SM-Handschreiben
Handschreiben
Schreibenlernen ist Schreibmotoriklernen!
Bei routinierten Schreibern läuft der Schreibvorgang automatisch ab, sie schreiben immer schnell, flüssig und scheinbar mühelos. Wegen der hohen Bewegungsgeschwindigkeit können automatisierte Bewegungen auch nicht mehr bewusst gesteuert werden (vgl. Marquardt/Gentz/Mai, 1999). Beim Trinken, Auto fahren oder anderen automatisierten Abläufen ist das ganz ähnlich. Sind diese noch nicht automatisiert, werden sehr viele Aufmerksamkeitsressourcen zur Ausführung der Bewegung beansprucht. Routiniertes Schreiben zeichnet sich vor allem durch die automatisierte schnelle bzw. flüssige Bewegungsausführung und durch einen gleichmäßigen Schreibrhythmus aus.

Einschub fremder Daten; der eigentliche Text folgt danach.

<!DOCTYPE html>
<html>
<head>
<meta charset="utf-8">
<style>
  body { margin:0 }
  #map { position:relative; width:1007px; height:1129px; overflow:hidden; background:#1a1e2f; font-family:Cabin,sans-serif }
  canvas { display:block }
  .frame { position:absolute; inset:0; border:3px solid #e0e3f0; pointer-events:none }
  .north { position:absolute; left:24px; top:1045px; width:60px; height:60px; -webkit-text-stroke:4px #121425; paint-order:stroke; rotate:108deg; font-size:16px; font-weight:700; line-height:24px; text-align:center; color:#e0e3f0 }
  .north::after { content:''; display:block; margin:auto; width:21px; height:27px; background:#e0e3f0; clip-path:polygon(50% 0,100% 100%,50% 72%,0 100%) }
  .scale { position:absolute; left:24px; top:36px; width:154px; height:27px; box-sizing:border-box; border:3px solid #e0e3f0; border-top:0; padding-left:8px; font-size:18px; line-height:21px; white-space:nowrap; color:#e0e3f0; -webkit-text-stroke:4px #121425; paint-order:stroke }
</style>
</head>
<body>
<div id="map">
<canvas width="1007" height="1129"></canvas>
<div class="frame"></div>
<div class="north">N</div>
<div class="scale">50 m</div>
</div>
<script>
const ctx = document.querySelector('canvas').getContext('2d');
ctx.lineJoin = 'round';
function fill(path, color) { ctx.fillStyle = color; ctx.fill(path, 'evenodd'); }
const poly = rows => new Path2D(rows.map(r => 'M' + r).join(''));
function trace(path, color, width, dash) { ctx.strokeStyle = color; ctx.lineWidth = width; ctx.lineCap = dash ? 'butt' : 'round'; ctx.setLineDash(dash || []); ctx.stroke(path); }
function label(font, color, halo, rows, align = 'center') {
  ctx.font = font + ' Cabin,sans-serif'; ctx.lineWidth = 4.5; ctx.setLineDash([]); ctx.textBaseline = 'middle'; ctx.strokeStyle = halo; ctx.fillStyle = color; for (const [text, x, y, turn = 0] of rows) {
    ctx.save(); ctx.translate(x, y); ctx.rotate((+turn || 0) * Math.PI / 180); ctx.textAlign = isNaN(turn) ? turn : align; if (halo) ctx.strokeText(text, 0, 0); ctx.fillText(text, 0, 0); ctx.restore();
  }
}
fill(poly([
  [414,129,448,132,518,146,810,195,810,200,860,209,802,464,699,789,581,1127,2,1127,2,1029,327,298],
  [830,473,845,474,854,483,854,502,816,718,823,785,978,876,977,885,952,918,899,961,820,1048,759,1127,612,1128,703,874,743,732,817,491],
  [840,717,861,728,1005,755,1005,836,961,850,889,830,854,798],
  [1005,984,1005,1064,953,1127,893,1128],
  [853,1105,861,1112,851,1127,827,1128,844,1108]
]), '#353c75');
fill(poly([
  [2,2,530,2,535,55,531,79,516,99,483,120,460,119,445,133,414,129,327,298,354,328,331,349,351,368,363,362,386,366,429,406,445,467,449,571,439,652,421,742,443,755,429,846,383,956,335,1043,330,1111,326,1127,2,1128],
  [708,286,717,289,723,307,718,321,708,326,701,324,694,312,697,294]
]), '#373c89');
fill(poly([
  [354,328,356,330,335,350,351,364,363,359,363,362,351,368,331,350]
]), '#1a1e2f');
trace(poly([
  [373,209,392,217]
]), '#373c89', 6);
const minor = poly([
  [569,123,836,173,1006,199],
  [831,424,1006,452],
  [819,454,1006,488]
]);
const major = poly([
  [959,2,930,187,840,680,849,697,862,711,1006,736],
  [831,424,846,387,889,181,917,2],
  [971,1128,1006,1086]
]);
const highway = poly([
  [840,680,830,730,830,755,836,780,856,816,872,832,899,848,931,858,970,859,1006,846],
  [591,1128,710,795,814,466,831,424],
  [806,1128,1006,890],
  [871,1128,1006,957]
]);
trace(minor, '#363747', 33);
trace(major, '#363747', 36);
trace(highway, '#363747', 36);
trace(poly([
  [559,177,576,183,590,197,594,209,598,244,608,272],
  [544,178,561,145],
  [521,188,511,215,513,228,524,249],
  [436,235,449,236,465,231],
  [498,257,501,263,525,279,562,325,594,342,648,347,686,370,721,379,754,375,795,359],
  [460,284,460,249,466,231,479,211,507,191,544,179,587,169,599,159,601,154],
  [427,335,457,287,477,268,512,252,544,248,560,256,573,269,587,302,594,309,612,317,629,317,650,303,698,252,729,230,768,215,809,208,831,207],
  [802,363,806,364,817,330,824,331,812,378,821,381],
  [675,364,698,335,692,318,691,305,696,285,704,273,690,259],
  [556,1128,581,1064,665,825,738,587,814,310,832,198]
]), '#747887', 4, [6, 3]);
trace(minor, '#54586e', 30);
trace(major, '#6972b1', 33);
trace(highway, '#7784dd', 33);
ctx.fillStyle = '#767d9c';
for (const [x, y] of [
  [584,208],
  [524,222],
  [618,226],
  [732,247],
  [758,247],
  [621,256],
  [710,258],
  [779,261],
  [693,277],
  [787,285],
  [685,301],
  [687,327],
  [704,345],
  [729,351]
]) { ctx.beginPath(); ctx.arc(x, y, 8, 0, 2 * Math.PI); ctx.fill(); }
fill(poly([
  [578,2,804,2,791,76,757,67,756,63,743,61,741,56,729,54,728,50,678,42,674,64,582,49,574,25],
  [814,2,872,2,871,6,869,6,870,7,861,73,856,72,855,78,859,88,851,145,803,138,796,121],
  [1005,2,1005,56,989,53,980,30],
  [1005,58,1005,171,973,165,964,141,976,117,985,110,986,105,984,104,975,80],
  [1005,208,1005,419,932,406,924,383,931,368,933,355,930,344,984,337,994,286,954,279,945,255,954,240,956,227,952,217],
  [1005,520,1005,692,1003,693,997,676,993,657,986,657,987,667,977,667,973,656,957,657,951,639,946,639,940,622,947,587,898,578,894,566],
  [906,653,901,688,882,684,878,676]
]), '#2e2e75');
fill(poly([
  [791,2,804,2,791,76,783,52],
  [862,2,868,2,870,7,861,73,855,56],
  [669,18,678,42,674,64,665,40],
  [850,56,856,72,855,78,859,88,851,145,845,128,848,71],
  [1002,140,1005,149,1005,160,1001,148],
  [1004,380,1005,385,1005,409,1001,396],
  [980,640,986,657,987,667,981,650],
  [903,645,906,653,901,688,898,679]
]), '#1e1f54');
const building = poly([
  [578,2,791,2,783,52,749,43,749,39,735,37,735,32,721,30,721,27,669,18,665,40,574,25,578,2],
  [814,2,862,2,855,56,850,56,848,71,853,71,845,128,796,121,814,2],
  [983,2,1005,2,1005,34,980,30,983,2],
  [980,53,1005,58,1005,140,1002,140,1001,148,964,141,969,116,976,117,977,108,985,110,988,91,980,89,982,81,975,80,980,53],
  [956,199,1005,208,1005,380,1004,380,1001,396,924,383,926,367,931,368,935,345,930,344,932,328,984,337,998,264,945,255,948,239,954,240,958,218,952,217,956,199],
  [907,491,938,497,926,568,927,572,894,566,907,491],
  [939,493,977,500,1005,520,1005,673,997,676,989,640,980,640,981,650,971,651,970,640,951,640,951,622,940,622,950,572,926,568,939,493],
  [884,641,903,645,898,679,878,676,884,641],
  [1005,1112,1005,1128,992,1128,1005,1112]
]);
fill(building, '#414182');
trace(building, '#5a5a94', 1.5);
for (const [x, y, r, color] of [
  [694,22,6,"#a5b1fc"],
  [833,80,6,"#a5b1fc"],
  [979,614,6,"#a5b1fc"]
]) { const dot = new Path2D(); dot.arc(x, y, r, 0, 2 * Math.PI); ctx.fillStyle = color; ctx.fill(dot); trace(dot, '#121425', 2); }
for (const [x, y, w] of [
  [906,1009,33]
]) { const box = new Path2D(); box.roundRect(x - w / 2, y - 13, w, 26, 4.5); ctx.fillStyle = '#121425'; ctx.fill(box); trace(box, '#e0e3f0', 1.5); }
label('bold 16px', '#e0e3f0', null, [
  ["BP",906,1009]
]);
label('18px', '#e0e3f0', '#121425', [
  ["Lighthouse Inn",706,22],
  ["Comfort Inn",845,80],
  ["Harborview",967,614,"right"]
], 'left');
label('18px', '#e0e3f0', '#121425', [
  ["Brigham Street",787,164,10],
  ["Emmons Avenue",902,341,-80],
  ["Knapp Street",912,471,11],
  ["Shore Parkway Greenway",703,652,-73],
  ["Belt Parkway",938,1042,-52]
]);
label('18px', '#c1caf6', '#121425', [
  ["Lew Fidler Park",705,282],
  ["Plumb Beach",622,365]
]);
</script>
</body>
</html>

Eine schnelle bzw. flüssige Bewegungsausführung kann vereinfacht charakterisiert werden als rasche Abfolge von Auf- und Abstrichen (mit dem Handgelenk) bei gleichzeitigem Vor- und Zurückbewegen des Stifts (mit den Fingern). Um das Scheiben mit einem gleichmäßigen Rhythmus zu ermöglichen, passen geübte Schreiber ihre Schrift bewegungsgünstig an: So werden zum Beispiel Buchstabenformen vereinfacht (z.B. Großbuchstaben wie Druckbuchstaben geschrieben) und die Anzahl der Drehrichtungswechsel wird minimiert (z.B. wird das „n“ wie ein „u“ geschrieben).
Kinder, deren Schreibbewegungen noch nicht automatisiert sind und die daher auch nicht über einen gleichmäßigen Schreibrhythmus verfügen, können Schrift malen, aber sie können noch nicht schreiben. Dieses Malen von Schrift beansprucht so viel Aufmerksamkeit, dass die Kinder weder auf die inhaltliche noch auf die sprachliche Gestaltung des Textes achten können. Schreiben und damit auch die Textqualität hängen demzufolge vorrangig von der Qualität automatisierter Schreibbewegungen bzw. von der schreibmotorischen Kompetenz ab (vgl. Mai/Marquardt 1995). Wird diese nicht hinreichend gefördert, bekommen Lernende spätestens dann große Probleme, wenn sie schneller schreiben müssen. Beim motorischen Lernen und damit dem Aufbau einer Bewegungskompetenz spielen sowohl Erfolge als auch „Fehler“ in der Bewegungsausführung eine wichtige Rolle (vgl. Schöllhorn, 1999), denn: Motorisches Lernen ist die „wiederholte Suche nach einer geeigneten Lösung und nicht […] Wiederholung der Lösung“ (Schmidt, 1975).